The task:
From the first line of the records below, transcribe each line exactly up to and including the one with "flex:none; width:33px; height:33px;"; pictures stay out.

(Stored data entries)
###
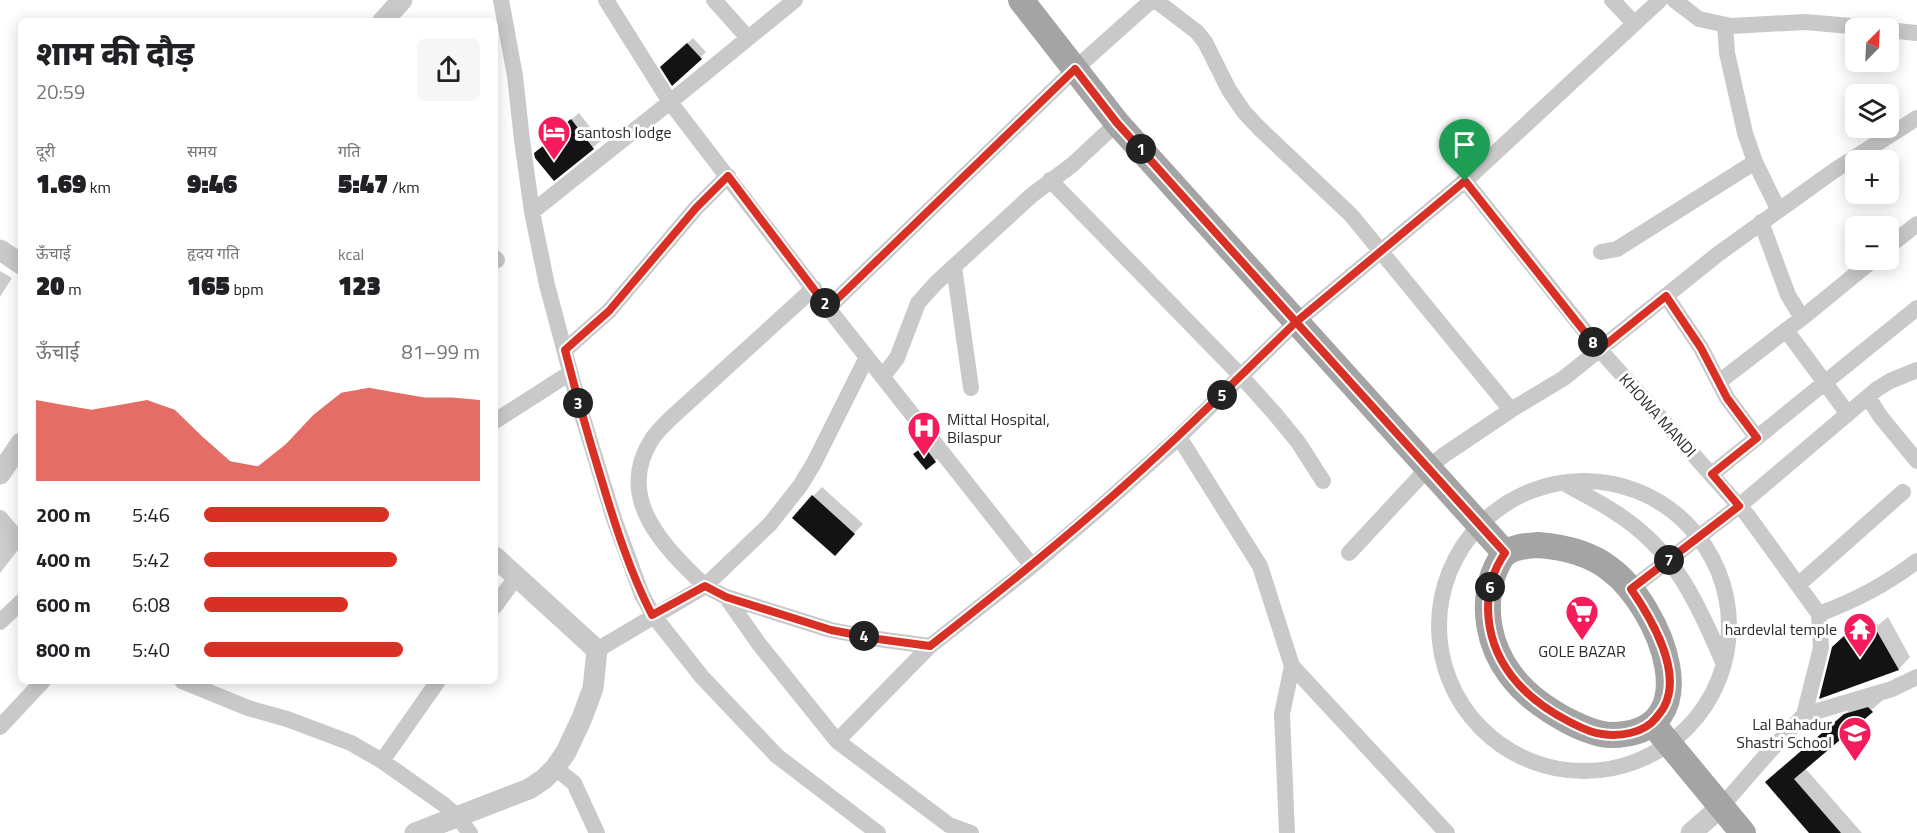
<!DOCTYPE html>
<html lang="hi">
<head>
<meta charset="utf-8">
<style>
  :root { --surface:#fff; --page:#f6f6f6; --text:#202124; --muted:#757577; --accent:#d93025 }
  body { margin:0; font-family:"Titillium Web","Noto Sans Devanagari",sans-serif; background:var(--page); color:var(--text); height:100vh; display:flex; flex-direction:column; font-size:22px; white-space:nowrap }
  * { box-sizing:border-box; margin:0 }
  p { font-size:20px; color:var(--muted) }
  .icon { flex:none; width:33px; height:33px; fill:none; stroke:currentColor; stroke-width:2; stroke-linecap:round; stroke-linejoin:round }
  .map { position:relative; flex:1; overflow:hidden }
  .drawer { position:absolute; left:18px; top:18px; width:480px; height:666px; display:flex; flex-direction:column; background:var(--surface); border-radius:9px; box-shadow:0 3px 15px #0003 }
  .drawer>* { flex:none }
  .needle { width:39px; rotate:24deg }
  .fabs { position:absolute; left:1845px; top:18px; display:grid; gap:12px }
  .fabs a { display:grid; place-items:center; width:54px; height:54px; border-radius:9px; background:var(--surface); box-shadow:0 3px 15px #0003; font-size:30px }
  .pin { position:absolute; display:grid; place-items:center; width:51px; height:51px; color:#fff; margin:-62px -26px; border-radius:50% 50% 50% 0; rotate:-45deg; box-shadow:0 0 6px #0007 }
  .pin .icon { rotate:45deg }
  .km { position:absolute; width:30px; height:30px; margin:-15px; border-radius:50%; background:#222; color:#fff; font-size:16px; line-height:30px; text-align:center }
  .round { display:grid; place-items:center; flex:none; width:63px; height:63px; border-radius:9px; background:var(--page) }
  .headline { display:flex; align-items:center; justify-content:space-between; height:102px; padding:0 18px }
  h1 { font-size:33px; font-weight:800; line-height:45px }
  .figures { display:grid; grid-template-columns:repeat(3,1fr); gap:9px; height:102px; padding:6px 18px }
  .figures div { display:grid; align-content:center }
  .figures b { font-size:26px; font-weight:800 }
  .figures small { font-size:16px; font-weight:400 }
  .figures p { font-size:16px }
  .chart { height:168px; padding:12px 18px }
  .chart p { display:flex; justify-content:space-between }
  .chart svg { width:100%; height:108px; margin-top:6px; fill:var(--accent); opacity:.7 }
  ul { padding:0 18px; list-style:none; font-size:20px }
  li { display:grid; grid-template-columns:96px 72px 1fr; align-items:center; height:45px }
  li i { height:15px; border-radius:8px; background:var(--accent) }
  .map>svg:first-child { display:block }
  .shadow { fill:#0003 }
  .building { fill:#131313 }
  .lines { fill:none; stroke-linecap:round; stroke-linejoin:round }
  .minor { stroke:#c9c9c9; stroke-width:16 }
  .tertiary { stroke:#c9c9c9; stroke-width:21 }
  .primary { stroke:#a4a4a4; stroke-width:26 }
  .route-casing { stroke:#fff; stroke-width:12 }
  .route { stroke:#d93025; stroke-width:8 }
  .labels { text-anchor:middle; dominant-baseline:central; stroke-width:6; stroke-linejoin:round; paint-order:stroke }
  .poi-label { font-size:16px; fill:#2c2c2c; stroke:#fff; text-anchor:start }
  .street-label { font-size:16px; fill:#2c2c2c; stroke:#fff }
</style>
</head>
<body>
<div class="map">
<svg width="1917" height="833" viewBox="0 0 1917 833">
  <rect width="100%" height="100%" fill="#fff"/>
  <path class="shadow" d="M 693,38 L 706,52 L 672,83 L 662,67 Z
    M 579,113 L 601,141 L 554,179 L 558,135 L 556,132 Z
    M 0,271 L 12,278 L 0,297 Z
    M 930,441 L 941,455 L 926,468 L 921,449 Z
    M 822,487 L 863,524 L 843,545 L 813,496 Z
    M 6,520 L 21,528 L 21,546 L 0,573 L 0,526 Z
    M 1869,614 L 1878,625 L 1888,617 L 1910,657 L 1899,669 L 1821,697 L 1845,635 Z
    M 1883,700 L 1805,768 L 1862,833 L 1811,833 L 1767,782 L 1857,703 Z"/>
  <path class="building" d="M 687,43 L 702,59 L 672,86 L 660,67 Z
    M 571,119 L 594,149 L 554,181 L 535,158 L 534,153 L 557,135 L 554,132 Z
    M 924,446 L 936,462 L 926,470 L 913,454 Z
    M 812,495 L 855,534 L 835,556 L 792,518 Z
    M 1856,625 L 1865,636 L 1875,628 L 1899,670 L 1819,699 L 1832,647 Z
    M 1868,707 L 1873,712 L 1794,779 L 1841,833 L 1809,833 L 1765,782 L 1844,714 Z"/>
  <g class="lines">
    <path class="minor" d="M 501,0 L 515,76 L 522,140 L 532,212 L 547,285 L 579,405 L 614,519 L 642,595 L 653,615 L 702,677 L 777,756 L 878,833
      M 606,0 L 670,102 L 828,308 L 1032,566
      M 714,0 L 748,38
      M 1155,0 L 1197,32 L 1205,42 L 1229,90 L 1244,112 L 1260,129 L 1351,215 L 1511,410
      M 1612,0 L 1634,23
      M 1674,0 L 1699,19 L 1731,26 L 1805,22 L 1874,28
      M 1725,25 L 1727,53 L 1745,133 L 1755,162 L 1778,209
      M 1888,30 L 1917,33
      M 1050,180 L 1241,376 L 1275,414 L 1298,442 L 1323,481
      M 1465,181 L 1600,350 L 1748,516 L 1819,614 L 1821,648 L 1804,715 L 1768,753 L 1721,807
      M 532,212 L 670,102 L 795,0
      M 1761,222 L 1788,295 L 1802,318
      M 1888,247 L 1917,224
      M 1601,252 L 1617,249 L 1755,162
      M 495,258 L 497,260
      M 954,267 L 971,388
      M 814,288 L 671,418 C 664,425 657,431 652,439 C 614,498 664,547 705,586 L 770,524 L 800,486 L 814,463 L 867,357
      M 1666,296 L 1701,348 L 1727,398 L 1757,438
      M 828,308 L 1075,69 L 1152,0
      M 1786,330 L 1848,414
      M 565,350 L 609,311 L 696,208 L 728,176
      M 883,376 L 897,358 L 918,303 L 936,283 L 1032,195 L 1072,165 L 1117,123
      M 1719,382 L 1802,318 L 1873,260
      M 1868,397 L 1880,416 L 1917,461
      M 495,421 L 570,373
      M 1179,437 L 1260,566 L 1292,666 L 1282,714 L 1287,833
      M 1712,474 L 1917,308
      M1439 626a145 145 0 1 1 290 0a145 145 0 1 1-290 0Z
      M 1564,483 C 1581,493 1600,502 1616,513 C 1673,549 1697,601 1722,660
      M 0,518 L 21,543
      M 1349,553 L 1428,468 L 1444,455 L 1511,410 L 1564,378 L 1718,254 L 1835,170 L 1917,118
      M 1798,585 L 1903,492
      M 1631,589 L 1739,506 L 1877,389 L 1890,381 L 1917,370
      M 726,597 L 759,644 L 837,741 L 949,825 L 971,833
      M 495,606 L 517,576
      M 1819,614 C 1856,600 1885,585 1917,561
      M 0,622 L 21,602
      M 597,650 L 705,586 L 726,597 L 831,630 L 878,639 L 930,646
      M 1292,666 L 1447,833
      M 182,681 L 248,708 L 287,719 L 351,743 L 382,761 L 443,804 L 457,816 L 470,833
      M 1804,715 L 1892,689 L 1917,677
      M 0,727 L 43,681
      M 837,741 L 930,646 L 1032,566 L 1094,513 L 1179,437 L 1296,322 L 1465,181 L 1660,0
      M 382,761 L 438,681
      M 555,768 L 574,783 L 597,833"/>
    <path class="tertiary" d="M 383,21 L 402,0
      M 0,250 L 21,264
      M 0,474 L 21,443
      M 415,833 L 529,789 L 544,779 L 555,768 L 566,752 L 582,718 L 593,688 L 597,650 L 495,557
      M 1691,833 L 1721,807"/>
    <path class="primary" d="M 1021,0 L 1117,123 L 1505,553
      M 1538,545 C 1563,547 1590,553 1610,569 C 1660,606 1713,736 1609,735 C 1595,734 1582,728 1570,722 C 1547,710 1525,695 1510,674 C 1489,646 1482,609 1493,575 C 1496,567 1500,557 1507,552 C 1517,546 1527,546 1538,545 Z
      M 1652,723 L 1743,833"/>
  </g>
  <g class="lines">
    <defs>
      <path id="route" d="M 1465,181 L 1296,322 L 1117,123 L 1075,69 L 828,308 L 728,176 L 696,208 L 609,311 L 565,350 C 576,393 588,436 601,478 C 615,525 630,572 652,615 L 705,586 L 726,597 L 831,630 L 878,639 L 930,646 C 985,603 1040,559 1093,513 C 1163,453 1229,387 1296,322 L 1505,553 C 1493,570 1488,588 1488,609 C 1489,661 1523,698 1568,721 C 1578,726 1590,733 1602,734 C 1620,737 1644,733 1656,718 C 1659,714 1662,711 1664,707 C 1683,672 1651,618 1631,589 L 1739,506 L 1712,474 L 1757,438 L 1727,398 L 1701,348 L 1666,296 L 1599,350 L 1465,181"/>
    </defs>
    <use href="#route" class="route-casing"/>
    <use href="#route" class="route"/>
  </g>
  <defs>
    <symbol id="hotel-pin" viewBox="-11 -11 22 30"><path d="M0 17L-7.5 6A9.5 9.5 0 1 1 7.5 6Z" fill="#f61b5a" stroke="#fff"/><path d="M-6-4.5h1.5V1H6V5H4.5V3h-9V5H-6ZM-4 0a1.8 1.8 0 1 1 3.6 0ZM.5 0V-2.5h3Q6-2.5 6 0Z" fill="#fff"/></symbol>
    <symbol id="hospital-pin" viewBox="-11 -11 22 30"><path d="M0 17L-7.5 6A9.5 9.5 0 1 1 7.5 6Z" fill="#f61b5a" stroke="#fff"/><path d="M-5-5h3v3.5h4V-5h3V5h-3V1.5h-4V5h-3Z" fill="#fff"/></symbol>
    <symbol id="supermarket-pin" viewBox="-11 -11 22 30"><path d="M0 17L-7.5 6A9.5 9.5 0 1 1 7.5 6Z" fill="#f61b5a" stroke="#fff"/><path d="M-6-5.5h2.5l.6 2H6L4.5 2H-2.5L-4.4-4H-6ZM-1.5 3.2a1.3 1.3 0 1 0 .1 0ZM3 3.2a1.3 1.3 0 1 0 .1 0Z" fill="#fff"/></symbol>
    <symbol id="temple-pin" viewBox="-11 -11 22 30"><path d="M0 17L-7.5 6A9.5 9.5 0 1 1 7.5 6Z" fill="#f61b5a" stroke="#fff"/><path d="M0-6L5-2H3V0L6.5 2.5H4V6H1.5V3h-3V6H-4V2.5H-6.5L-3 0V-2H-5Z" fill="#fff"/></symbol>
    <symbol id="school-pin" viewBox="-11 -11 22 30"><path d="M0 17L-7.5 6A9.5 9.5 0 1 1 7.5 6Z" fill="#f61b5a" stroke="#fff"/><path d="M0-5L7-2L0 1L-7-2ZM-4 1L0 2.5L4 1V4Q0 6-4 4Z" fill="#fff"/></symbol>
  </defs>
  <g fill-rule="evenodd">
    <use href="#hotel-pin" x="535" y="113" width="38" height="52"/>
    <use href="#hospital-pin" x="905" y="409" width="38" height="52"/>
    <use href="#supermarket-pin" x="1563" y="593" width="38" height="52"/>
    <use href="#temple-pin" x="1841" y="610" width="38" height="52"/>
    <use href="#school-pin" x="1836" y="714" width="38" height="52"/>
  </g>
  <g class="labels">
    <g class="poi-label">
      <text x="577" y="132">santosh lodge</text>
      <text x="947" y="419">Mittal Hospital,<tspan x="947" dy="18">Bilaspur</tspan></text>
      <text x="1837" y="629" text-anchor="end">hardevlal temple</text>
      <text x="1582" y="651" text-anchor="middle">GOLE BAZAR</text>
      <text x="1832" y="724" text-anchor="end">Lal Bahadur<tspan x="1832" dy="18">Shastri School</tspan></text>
    </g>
    <g class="street-label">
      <text transform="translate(1658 415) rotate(48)">KHOWA MANDI</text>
    </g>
  </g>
</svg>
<div class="fabs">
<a><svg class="needle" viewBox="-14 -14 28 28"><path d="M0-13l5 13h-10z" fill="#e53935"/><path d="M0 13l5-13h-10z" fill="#757577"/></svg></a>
<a><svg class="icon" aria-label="layers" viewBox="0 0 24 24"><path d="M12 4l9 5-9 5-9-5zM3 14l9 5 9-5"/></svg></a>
<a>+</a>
<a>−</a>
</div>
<div class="pin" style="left:1465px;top:181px;background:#1e9e55"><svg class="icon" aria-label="arrive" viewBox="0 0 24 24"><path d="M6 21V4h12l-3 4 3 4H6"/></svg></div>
<b class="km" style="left:1141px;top:149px">1</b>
<b class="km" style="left:825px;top:303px">2</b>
<b class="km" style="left:578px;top:403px">3</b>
<b class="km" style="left:864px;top:636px">4</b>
<b class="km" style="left:1222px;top:395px">5</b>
<b class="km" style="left:1490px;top:587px">6</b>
<b class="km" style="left:1669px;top:560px">7</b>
<b class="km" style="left:1593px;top:342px">8</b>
<section class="drawer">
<div class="headline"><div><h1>शाम की दौड़</h1><p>20:59</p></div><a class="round"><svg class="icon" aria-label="share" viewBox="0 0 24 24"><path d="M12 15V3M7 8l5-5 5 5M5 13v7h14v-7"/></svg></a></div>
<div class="figures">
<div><p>दूरी</p><b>1.69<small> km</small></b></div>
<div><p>समय</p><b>9:46</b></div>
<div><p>गति</p><b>5:47<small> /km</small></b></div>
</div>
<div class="figures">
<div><p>ऊँचाई</p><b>20<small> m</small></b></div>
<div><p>हृदय गति</p><b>165<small> bpm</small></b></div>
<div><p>kcal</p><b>123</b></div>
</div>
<div class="chart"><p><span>ऊँचाई</span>81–99 m</p>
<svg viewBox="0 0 160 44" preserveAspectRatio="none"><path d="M0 44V11L10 13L20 15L30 13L40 11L50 15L60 26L70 36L80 38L90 29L100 17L110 8L120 6L130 8L140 10L150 10L160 11V44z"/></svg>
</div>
<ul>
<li><b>200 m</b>5:46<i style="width:67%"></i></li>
<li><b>400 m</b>5:42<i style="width:70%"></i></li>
<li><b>600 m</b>6:08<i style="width:52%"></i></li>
<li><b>800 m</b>5:40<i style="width:72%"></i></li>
</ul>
</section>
</div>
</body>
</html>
###
Completed task:
<!DOCTYPE html>
<html lang="hi">
<head>
<meta charset="utf-8">
<style>
  :root { --surface:#fff; --page:#f6f6f6; --text:#202124; --muted:#757577; --accent:#d93025 }
  body { margin:0; font-family:"Titillium Web","Noto Sans Devanagari",sans-serif; background:var(--page); color:var(--text); height:100vh; display:flex; flex-direction:column; font-size:22px; white-space:nowrap }
  * { box-sizing:border-box; margin:0 }
  p { font-size:20px; color:var(--muted) }
  .icon { flex:none; width:33px; height:33px; fill:none; stroke:currentColor; stroke-width:2; stroke-linecap:round; stroke-linejoin:round }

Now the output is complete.